Client: Museum of Science, Boston
Project: Natural Mysteries Intro
Challenge: Curating and Displaying Museum Collections pieces without being able to handle the items before the cases and mounts were made and installed
Role: Exhibit Designer

During the renovation, the museum decided to allocate the theater in the Natural Mysteries Gallery (which never really worked the way they had hoped) to the new Yawkey Gallery on the Charles River. This architectural change meant that the flow in the Natural Mysteries Gallery needed to change and our exhibits team needed to create a new Intro Area. This was exciting on many fronts- it was a way to clarify the purpose of the gallery (utilizing our extensive Natural History collections to talk about the many ways to classify), it was a way to refresh an aging exhibit, and it was a way to creatively display some of our beautiful collections!

My inspiration for the design was classic Natural History casework where museum collections items became the focal point of the space. After our collections team and content developers identified around 50 artifacts that could be displayed in these cases, I spent countless hours taking photographs, measuring (from afar), and printing out full-scale images of each artifact to figure out how to arrange each case. This exercise helped us edit the list down to the final artifact selections. I then had to design and have custom floating shelving and mounts fabricated that would gradually increase in depth through the cases so that the interior lighting could beautifully illuminate the collections items. After all of the planning and fabrication, we spent a day on each case staging the artifacts and mounts on a tabletop to determine the final locations of each mount and shelf.

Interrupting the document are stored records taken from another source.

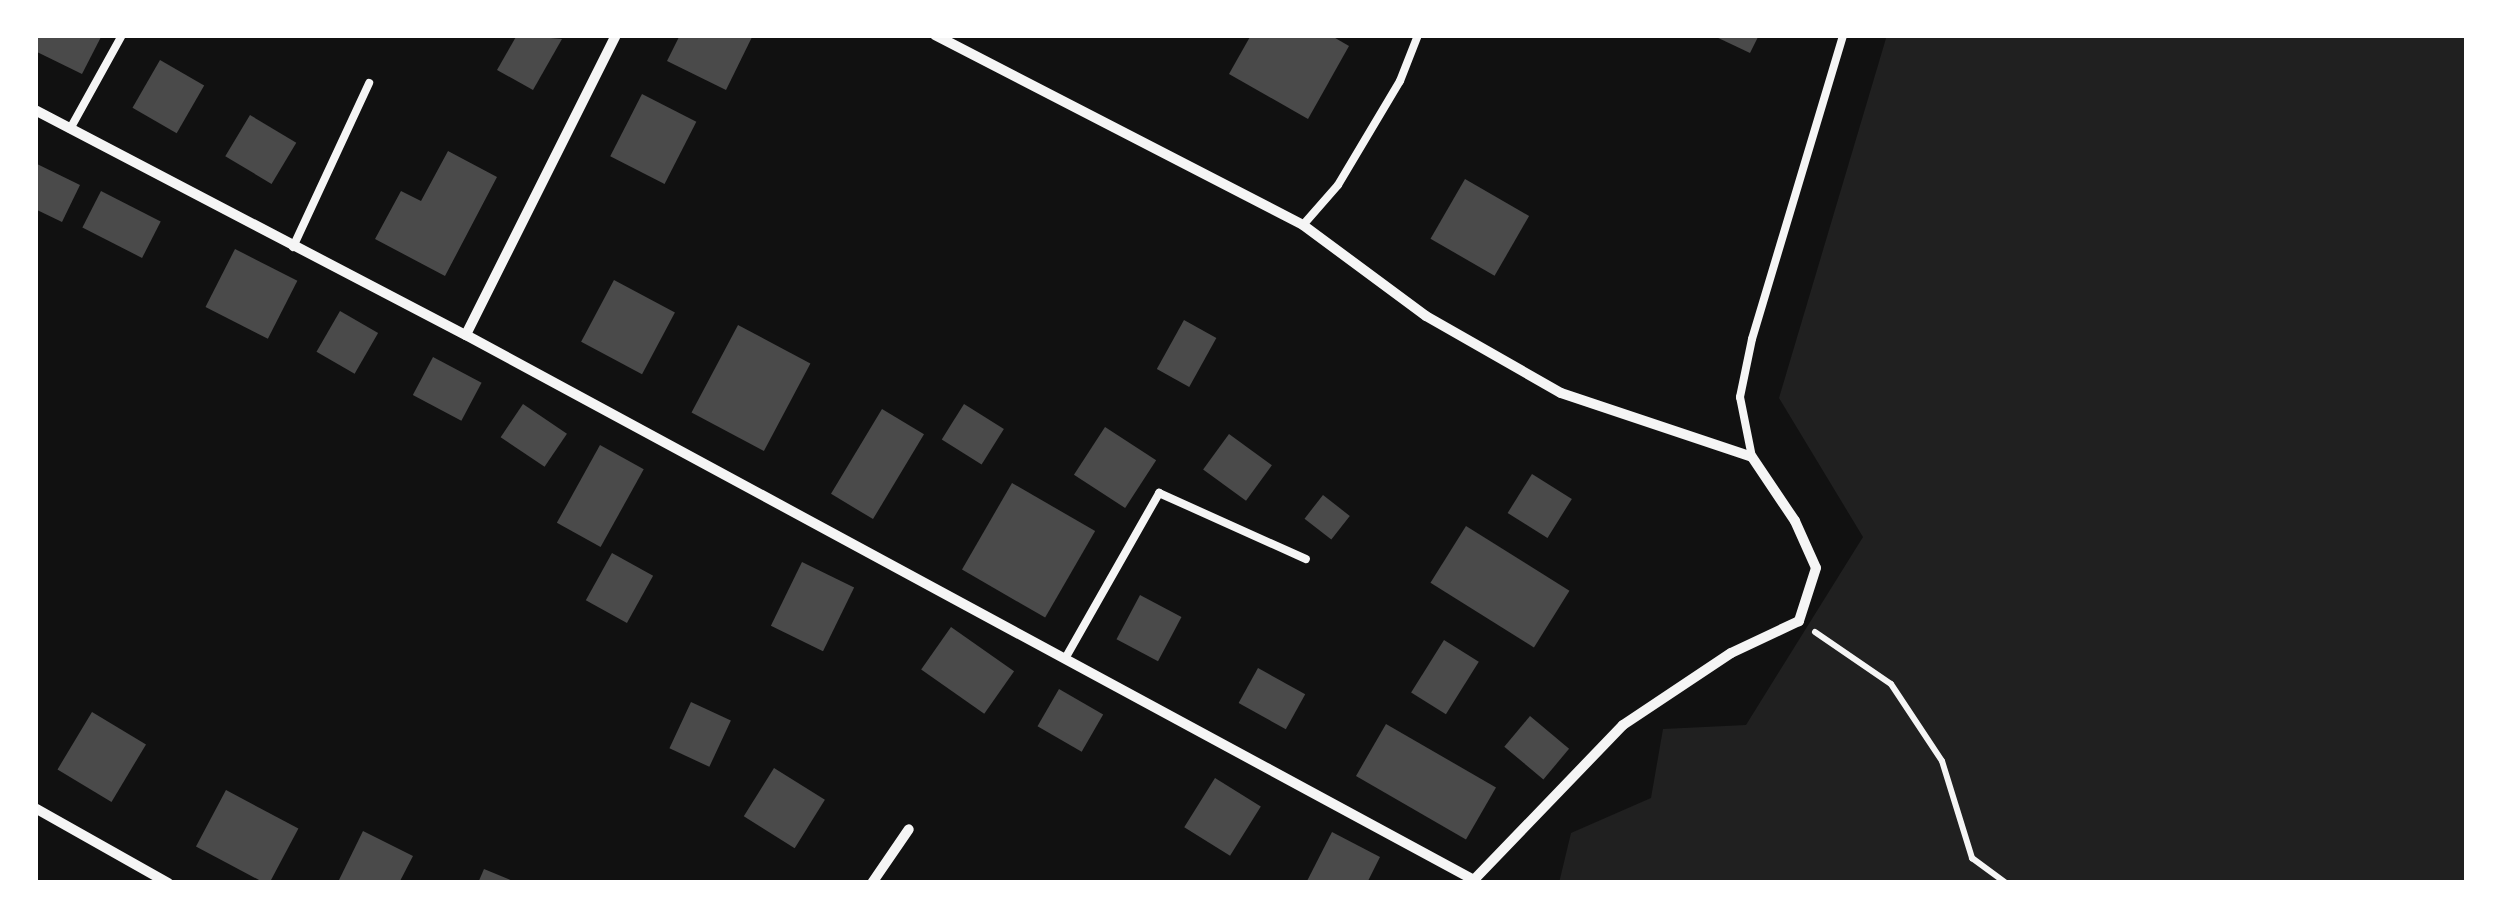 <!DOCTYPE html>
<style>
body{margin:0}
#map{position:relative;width:2502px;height:918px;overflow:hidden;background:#111;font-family:Manrope,sans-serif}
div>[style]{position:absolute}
.green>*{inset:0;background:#202020}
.building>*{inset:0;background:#4a4a4a;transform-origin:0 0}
.path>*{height:6px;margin:-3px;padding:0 3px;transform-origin:3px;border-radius:3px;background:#f5f5f5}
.service>*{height:8px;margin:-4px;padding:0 4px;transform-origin:4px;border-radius:4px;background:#f5f5f5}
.minor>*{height:10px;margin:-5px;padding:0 5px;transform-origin:5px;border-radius:5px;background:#f5f5f5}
span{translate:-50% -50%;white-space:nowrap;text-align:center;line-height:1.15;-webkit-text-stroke:8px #fff;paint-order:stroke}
.frame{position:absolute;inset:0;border:38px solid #fff;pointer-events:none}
</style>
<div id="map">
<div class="green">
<i style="clip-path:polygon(1887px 35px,2467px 35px,2467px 883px,1559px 883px,1571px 833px,1651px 798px,1663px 729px,1746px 725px,1863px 537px,1779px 398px)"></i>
</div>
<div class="building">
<i style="clip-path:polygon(35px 35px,102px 35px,82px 74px,35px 51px)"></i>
<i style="clip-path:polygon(517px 35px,562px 39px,533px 90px,497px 70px)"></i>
<i style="clip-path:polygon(680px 35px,753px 35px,726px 90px,667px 61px)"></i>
<i style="clip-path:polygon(1251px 35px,1330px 35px,1349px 46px,1308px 119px,1229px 74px)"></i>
<i style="clip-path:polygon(1712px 35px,1759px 35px,1750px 53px)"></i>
<i style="left:160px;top:60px;width:51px;height:55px;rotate:30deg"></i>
<i style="left:642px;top:94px;width:61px;height:70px;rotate:27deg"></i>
<i style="left:250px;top:115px;width:54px;height:48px;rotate:31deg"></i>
<i style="clip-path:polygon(448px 151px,497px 177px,445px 276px,375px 239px,401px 191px,421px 201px)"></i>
<i style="clip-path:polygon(35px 163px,80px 185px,62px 222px,35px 209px)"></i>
<i style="left:1465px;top:179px;width:74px;height:69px;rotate:30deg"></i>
<i style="left:101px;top:191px;width:67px;height:41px;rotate:27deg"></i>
<i style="left:235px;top:249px;width:70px;height:65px;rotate:27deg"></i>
<i style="left:614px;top:280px;width:69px;height:70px;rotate:28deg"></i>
<i style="left:340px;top:311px;width:44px;height:47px;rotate:30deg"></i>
<i style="left:1184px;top:320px;width:37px;height:56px;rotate:29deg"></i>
<i style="left:738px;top:325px;width:82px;height:99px;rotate:28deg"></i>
<i style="left:433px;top:357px;width:55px;height:43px;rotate:28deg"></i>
<i style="left:523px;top:404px;width:53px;height:40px;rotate:34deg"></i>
<i style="left:964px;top:404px;width:47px;height:42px;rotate:32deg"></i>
<i style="left:882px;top:409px;width:49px;height:99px;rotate:31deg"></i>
<i style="left:1105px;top:427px;width:61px;height:57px;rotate:33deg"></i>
<i style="left:1229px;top:434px;width:53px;height:44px;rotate:36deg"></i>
<i style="left:600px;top:445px;width:50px;height:89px;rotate:29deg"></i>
<i style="left:1532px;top:474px;width:47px;height:46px;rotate:32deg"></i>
<i style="left:1012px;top:483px;width:96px;height:100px;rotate:30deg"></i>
<i style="left:1323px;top:495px;width:34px;height:30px;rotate:38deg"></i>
<i style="left:1466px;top:526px;width:122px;height:67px;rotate:32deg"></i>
<i style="left:612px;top:553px;width:47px;height:54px;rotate:29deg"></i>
<i style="left:802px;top:562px;width:58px;height:71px;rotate:26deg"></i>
<i style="left:1140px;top:595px;width:47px;height:50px;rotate:28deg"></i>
<i style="left:951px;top:627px;width:77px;height:52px;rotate:35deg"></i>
<i style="left:1444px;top:640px;width:41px;height:62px;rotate:32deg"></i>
<i style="left:1258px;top:668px;width:54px;height:40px;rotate:29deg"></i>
<i style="left:1059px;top:689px;width:51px;height:43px;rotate:30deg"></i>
<i style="left:691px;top:702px;width:44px;height:51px;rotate:25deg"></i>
<i style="left:92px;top:712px;width:63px;height:67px;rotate:31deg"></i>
<i style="left:1530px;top:716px;width:51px;height:40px;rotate:40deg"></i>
<i style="left:1386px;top:724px;width:127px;height:60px;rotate:30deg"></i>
<i style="left:774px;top:768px;width:60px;height:57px;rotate:32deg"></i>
<i style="left:1215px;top:778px;width:54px;height:58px;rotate:32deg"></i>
<i style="left:226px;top:790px;width:82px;height:64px;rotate:28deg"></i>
<i style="clip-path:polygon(363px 831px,413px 856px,399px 883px,338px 882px)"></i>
<i style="clip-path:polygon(1332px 832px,1380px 857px,1367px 883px,1306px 883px)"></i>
<i style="clip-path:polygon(484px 869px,518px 883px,478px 883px)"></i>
</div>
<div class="path">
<i style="left:1815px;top:632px;width:92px;rotate:34.4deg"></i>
<i style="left:1891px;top:684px;width:92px;rotate:56.5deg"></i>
<i style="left:1942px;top:761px;width:102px;rotate:72.8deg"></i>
<i style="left:1972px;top:858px;width:42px;rotate:36.3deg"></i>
</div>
<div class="service">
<i style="left:70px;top:129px;width:107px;rotate:-61deg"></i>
<i style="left:1303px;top:225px;width:53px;rotate:-48.8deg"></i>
<i style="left:1338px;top:185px;width:121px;rotate:-59.2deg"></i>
<i style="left:1400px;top:81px;width:49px;rotate:-68.6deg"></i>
<i style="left:293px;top:247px;width:181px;rotate:-65.1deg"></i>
<i style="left:1752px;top:457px;width:61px;rotate:-101.3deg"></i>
<i style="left:1740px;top:397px;width:59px;rotate:-78.3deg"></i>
<i style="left:1752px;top:339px;width:317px;rotate:-73.3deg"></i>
<i style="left:1066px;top:657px;width:189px;rotate:-60.4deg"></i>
<i style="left:1159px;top:493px;width:161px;rotate:24.2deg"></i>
</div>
<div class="minor">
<i style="left:616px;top:35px;width:335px;rotate:116.6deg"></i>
<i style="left:466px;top:335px;width:1144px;rotate:28.4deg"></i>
<i style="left:935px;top:35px;width:414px;rotate:27.3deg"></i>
<i style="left:1303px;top:225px;width:153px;rotate:36.5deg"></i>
<i style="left:1426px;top:316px;width:155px;rotate:29.7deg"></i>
<i style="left:1561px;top:393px;width:201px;rotate:18.5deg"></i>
<i style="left:1752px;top:457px;width:77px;rotate:56.1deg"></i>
<i style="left:1795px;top:521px;width:51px;rotate:65.9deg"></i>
<i style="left:1816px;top:568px;width:56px;rotate:107.8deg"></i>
<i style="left:1799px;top:621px;width:75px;rotate:154.8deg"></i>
<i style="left:1731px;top:653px;width:130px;rotate:146.3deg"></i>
<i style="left:1623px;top:725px;width:219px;rotate:133.9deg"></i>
<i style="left:35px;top:110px;width:486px;rotate:27.6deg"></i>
<i style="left:35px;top:808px;width:153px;rotate:29.4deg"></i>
<i style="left:872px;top:883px;width:65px;rotate:-55.6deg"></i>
</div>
<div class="frame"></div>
</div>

The Geology and Botany cases went smoothly with very little changes, but the Zoology case almost gave me a heart attack! In the original plan, the Opossum was supposed to sit in the middle of the case, but when we staged it, the Opossum shelf was so deep that it cut off all of the light to the bottom of the case. There was no question that the Opossum had to sit at the base of the case. This resulted in my having to jockey around the rest of the zoology collections and mounts so that the light was not impeded. I cannot say that I’m 100% happy with this case to this day- there are still some artifact locations that I would adjust if I could- but I made the best decisions that I could at the time with the resources at hand.

What I loved about this project was the extent of which I had to work with collections items- learning about mounting and protecting these items, finding out how to best display them, and making all of these decisions without being able to touch or get less than 6” from the artifacts myself.